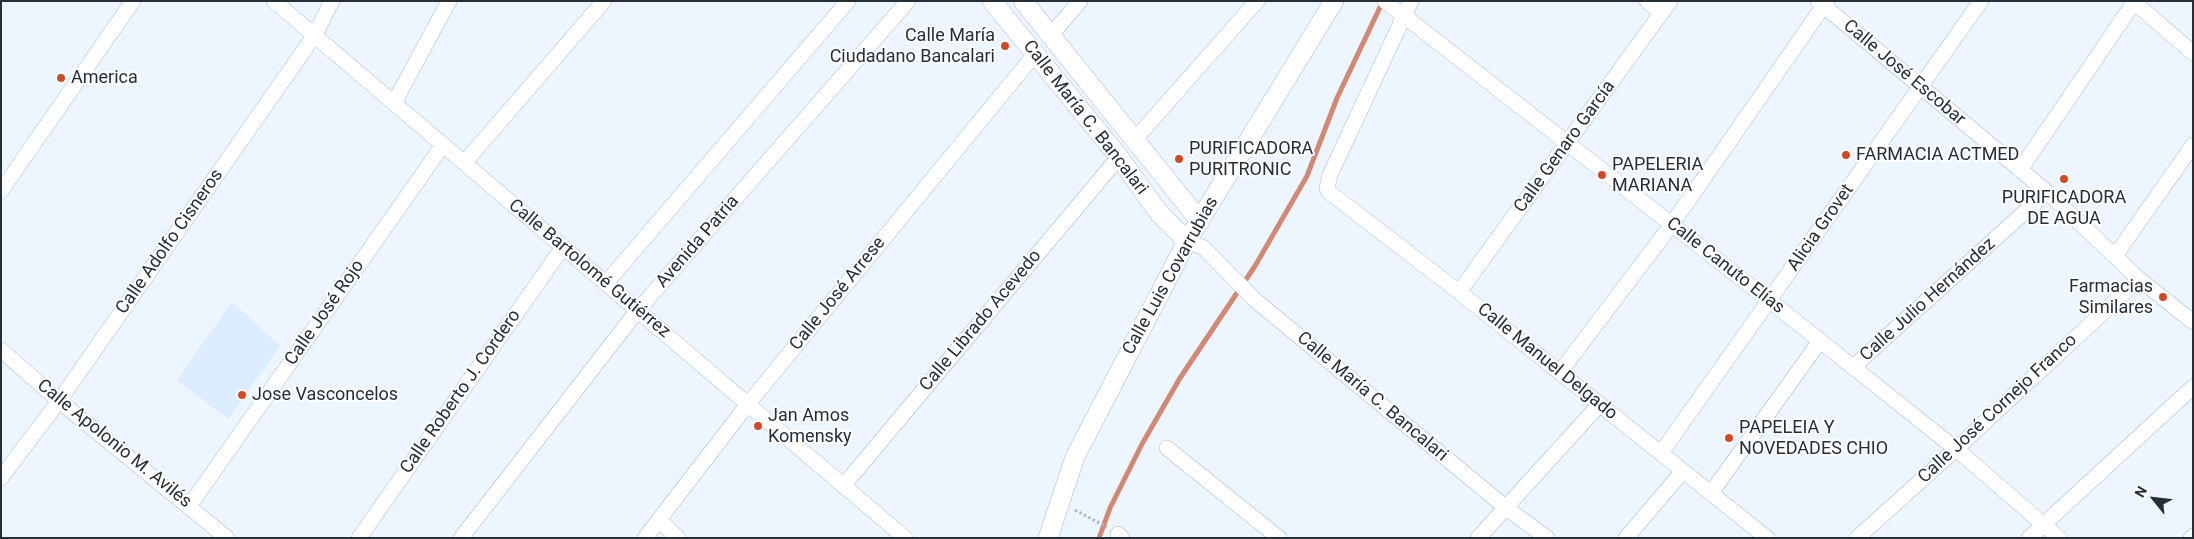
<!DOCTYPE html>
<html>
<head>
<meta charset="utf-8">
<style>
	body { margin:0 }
	#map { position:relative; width:2194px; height:539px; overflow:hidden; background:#edf5fe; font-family:Roboto,sans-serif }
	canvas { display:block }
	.frame { position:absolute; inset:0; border:2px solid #262e36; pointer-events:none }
	.north { position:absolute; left:2129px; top:474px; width:50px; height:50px; -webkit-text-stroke:4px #fff; paint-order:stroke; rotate:299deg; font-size:14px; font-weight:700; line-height:20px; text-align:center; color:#262e36 }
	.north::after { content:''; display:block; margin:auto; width:18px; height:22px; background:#262e36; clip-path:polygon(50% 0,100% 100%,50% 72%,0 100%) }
</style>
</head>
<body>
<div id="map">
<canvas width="2194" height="539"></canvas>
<div class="frame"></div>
<div class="north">N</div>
</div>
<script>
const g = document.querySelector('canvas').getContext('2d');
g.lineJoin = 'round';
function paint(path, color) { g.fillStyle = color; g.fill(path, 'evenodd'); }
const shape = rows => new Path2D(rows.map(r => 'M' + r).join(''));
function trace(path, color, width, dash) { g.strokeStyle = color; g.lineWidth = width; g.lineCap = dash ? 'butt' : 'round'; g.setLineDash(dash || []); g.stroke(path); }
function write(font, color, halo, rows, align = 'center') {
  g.font = font + ' Roboto,sans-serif'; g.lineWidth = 4; g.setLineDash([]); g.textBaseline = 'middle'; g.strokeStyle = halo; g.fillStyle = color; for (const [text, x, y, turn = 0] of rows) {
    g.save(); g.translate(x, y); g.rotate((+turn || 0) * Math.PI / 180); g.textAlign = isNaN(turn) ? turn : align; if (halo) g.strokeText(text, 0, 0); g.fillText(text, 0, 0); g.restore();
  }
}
const built = shape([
	[232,302,280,346,228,419,177,380]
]);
const stream = shape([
	[1099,538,1110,508,1142,444,1180,378,1255,266,1307,176,1337,98,1383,1]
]);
const path = shape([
	[1075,510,1107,527]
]);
const minor = shape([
	[274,1,905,538],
	[1385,1,1770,301,1956,449,2059,538],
	[1411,1,1330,175,1327,188,1329,192,1459,292,1767,538],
	[1647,1,1661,13],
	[1818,1,2047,192,2139,279,2193,322],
	[2133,1,2193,53],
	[1051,35,1080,1],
	[394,103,449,1],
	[1136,138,1257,1],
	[464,163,604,1],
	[2020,170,2135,1],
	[1,191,133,1],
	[1187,241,1204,248,1255,300,1505,507,1547,538],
	[2115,256,2193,145],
	[606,283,848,1],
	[1459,292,1670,1],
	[1,350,59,401,227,538],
	[1853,367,2047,192],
	[1560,372,1672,224,1827,1],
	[1167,448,1279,538],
	[1661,453,1981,1],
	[1,478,59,401,314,36,332,1],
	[843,486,1119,157],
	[1711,493,1820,341],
	[190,505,443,145],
	[659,520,678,538],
	[1118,534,1122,538],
	[359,538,563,247],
	[461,538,638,310,908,1],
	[645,538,748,404,1035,54],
	[1478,538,1600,404],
	[1626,538,1683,471],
	[1857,538,1956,449,2139,279],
	[2029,538,2193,387],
	[2191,538,2193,536]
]);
const tertiary = shape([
	[992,1,1119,157,1159,213,1187,241],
	[1023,1,1200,221],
	[1048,538,1075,457,1187,241,1334,1]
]);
const markers = [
	[1005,46,5,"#d34926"],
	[61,78,5,"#d34926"],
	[1846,155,5,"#d34926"],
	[1179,159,5,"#d34926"],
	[1602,175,5,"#d34926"],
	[2064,179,5,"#d34926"],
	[2163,297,5,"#d34926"],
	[242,395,5,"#d34926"],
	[758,426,5,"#d34926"],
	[1729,438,5,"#d34926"]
];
const poiNames = [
	["Calle María",995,36,"right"],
	["Ciudadano Bancalari",995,57,"right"],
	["America",71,78],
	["PURIFICADORA",1189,149],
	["PURITRONIC",1189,170],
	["FARMACIA ACTMED",1856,155],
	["PAPELERIA",1612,165],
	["MARIANA",1612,186],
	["PURIFICADORA",2064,198,"center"],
	["DE AGUA",2064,219,"center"],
	["Farmacias",2153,287,"right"],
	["Similares",2153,308,"right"],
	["Jose Vasconcelos",252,395],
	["Jan Amos",768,416],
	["Komensky",768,437],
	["PAPELEIA Y",1739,428],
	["NOVEDADES CHIO",1739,449]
];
const streetNames = [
	["Calle José Escobar",1904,73,40],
	["Calle María C. Bancalari",1085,118,52],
	["Calle Genaro García",1565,147,-54],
	["Alicia Grovet",1821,228,-55],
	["Calle Adolfo Cisneros",170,242,-55],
	["Avenida Patria",698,242,-49],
	["Calle Canuto Elías",1725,266,38],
	["Calle Bartolomé Gutiérrez",589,269,40],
	["Calle Luis Covarrubias",1171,276,-61],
	["Calle José Arrese",838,294,-51],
	["Calle Julio Hernández",1928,300,-42],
	["Calle José Rojo",325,313,-55],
	["Calle Librado Acevedo",981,321,-50],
	["Calle Manuel Delgado",1547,362,39],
	["Calle Roberto J. Cordero",461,392,-55],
	["Calle María C. Bancalari",1372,397,40],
	["Calle José Cornejo Franco",1998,409,-43],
	["Calle Apolonio M. Avilés",114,444,39]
];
paint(built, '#dcebfd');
trace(stream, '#d38874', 5);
trace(minor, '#a8bbd1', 16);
trace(tertiary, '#a8bbd1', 20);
trace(path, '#b0b8c0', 3, [2.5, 2.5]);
trace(minor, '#fff', 15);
trace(tertiary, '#fff', 19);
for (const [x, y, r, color] of markers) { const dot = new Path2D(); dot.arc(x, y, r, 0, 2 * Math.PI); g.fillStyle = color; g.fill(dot); trace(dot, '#fff', 2); }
write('18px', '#262e36', '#fff', poiNames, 'left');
write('18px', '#262e36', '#fff', streetNames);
</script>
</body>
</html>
—————
== Task goal ==
All lines with the word "function" must be located in the data and copied.

== Exercise output ==
function paint(path, color) { g.fillStyle = color; g.fill(path, 'evenodd'); }
function trace(path, color, width, dash) { g.strokeStyle = color; g.lineWidth = width; g.lineCap = dash ? 'butt' : 'round'; g.setLineDash(dash || []); g.stroke(path); }
function write(font, color, halo, rows, align = 'center') {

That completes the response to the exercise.